(SUPPLIED MATERIAL Opens)

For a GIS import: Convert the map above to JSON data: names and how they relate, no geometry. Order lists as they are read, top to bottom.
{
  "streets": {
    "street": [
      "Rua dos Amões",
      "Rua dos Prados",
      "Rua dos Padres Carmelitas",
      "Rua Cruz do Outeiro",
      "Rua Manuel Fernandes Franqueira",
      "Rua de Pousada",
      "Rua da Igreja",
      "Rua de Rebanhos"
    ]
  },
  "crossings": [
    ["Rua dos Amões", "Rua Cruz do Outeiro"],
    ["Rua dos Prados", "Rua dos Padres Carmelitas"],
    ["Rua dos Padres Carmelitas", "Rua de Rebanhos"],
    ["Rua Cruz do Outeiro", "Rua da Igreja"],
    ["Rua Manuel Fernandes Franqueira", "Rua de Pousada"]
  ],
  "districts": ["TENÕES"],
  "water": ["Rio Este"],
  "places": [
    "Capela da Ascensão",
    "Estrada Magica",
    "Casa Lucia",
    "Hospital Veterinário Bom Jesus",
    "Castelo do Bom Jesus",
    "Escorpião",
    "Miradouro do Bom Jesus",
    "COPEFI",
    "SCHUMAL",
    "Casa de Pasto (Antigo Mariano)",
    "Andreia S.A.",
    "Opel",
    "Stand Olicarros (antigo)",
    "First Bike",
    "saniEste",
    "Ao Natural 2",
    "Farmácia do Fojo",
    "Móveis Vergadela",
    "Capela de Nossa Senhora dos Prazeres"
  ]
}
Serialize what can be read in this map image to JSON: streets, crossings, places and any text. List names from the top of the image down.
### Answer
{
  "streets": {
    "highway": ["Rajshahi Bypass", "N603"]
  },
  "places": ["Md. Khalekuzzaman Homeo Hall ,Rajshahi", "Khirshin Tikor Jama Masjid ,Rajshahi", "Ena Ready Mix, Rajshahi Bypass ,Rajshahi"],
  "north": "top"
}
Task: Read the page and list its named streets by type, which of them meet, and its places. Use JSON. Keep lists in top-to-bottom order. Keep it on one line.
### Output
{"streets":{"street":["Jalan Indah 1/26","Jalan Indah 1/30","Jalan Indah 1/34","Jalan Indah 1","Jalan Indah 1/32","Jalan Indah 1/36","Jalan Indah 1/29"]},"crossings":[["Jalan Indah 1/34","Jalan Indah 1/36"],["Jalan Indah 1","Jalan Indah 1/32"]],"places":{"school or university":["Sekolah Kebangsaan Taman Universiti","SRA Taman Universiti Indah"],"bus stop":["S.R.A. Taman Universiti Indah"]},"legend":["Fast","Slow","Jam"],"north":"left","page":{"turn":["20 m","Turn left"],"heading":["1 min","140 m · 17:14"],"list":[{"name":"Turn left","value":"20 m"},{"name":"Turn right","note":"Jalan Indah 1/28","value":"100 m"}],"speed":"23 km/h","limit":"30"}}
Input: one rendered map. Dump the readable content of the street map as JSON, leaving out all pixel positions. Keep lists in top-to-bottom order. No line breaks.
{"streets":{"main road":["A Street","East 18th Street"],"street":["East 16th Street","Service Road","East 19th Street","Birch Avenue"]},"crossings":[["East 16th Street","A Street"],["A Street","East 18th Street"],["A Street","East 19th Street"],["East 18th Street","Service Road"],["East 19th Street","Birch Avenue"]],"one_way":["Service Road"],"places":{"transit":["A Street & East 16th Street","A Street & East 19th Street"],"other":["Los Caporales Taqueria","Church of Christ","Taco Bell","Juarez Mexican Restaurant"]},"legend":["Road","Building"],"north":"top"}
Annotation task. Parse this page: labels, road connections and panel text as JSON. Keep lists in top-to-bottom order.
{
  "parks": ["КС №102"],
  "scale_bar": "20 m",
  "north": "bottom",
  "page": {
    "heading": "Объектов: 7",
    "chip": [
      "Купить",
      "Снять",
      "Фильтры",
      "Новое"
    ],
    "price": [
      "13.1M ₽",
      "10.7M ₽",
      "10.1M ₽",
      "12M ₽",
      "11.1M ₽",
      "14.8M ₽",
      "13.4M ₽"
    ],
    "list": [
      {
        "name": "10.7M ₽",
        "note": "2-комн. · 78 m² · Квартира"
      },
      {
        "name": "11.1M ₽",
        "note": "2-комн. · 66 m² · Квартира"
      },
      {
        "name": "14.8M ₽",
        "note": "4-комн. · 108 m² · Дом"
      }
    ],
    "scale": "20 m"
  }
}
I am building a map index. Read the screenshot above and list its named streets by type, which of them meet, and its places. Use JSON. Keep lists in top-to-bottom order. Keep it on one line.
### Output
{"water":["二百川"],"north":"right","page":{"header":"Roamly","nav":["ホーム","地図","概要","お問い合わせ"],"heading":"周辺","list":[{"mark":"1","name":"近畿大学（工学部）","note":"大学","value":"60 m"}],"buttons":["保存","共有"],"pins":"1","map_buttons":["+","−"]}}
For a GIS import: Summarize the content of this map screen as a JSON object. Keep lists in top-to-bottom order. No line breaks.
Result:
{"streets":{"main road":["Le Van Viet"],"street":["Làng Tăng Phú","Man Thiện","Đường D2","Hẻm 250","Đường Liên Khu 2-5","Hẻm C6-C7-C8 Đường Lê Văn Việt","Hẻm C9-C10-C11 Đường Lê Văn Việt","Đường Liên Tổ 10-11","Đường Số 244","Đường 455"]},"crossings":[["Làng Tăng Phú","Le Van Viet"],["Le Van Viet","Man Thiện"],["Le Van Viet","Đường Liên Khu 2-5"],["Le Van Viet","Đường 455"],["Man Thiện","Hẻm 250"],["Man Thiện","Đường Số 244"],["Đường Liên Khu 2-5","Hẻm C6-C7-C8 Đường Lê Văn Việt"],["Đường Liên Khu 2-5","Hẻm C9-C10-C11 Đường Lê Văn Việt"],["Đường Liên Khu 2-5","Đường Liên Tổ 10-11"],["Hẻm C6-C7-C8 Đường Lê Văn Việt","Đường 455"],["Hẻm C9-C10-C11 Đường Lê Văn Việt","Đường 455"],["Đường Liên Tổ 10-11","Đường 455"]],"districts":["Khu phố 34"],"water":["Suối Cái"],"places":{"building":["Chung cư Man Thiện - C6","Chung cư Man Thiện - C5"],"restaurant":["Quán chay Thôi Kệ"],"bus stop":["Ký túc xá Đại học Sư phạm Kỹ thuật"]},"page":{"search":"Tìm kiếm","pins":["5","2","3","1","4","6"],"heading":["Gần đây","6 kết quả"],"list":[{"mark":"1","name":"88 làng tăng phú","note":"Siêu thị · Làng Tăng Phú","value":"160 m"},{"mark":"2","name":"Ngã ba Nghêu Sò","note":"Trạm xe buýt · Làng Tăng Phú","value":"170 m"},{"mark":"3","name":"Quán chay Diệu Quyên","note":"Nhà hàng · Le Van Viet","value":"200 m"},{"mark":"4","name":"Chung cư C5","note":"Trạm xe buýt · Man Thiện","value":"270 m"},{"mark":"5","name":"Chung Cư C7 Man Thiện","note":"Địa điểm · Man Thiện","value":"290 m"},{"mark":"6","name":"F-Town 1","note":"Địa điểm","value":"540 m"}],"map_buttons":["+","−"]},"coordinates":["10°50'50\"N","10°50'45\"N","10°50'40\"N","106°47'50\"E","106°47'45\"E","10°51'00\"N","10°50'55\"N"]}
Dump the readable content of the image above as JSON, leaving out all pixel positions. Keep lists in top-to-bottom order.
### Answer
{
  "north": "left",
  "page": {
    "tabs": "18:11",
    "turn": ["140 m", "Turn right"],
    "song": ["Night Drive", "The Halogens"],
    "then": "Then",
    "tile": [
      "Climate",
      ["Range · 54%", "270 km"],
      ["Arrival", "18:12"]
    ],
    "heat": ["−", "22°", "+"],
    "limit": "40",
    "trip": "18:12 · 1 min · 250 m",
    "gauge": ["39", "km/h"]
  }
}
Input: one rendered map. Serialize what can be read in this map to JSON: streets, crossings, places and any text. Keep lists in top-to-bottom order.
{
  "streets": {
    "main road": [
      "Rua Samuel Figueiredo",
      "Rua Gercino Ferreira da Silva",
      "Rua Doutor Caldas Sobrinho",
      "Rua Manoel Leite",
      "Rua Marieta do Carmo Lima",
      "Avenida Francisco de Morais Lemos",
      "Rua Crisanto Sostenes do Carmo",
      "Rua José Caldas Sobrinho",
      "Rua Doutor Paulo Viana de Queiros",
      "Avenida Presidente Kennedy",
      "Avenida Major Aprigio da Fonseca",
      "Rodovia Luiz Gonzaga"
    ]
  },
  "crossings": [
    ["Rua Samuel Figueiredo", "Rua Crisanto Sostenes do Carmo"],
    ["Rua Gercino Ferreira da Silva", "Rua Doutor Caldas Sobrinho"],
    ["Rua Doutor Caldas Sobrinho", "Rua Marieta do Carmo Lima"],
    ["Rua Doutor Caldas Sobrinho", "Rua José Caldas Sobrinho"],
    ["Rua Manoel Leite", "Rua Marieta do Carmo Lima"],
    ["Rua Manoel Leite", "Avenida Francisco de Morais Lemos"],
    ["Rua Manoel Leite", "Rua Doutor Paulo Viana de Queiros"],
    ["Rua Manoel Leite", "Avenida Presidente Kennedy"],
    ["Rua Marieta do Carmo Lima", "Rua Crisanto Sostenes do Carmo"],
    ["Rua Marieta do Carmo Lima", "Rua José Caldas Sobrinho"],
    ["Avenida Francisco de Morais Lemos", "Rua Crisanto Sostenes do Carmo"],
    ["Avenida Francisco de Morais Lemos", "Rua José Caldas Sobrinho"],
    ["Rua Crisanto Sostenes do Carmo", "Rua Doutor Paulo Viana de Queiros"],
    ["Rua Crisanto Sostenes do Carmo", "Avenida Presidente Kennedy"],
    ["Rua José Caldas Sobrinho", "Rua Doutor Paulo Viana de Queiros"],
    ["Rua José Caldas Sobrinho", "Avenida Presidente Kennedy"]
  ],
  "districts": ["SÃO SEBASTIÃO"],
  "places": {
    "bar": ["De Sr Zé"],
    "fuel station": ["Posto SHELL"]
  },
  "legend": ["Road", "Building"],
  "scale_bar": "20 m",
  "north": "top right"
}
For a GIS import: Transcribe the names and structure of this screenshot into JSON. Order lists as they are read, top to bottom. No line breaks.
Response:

(SUPPLIED MATERIAL Closes)

[TASK PROMPT] Every line above in which the word "named" occurs is to be copied.

[COMPLETED TASK]
Task: Read the page and list its named streets by type, which of them meet, and its places. Use JSON. Keep lists in top-to-bottom order. Keep it on one line.
I am building a map index. Read the screenshot above and list its named streets by type, which of them meet, and its places. Use JSON. Keep lists in top-to-bottom order. Keep it on one line.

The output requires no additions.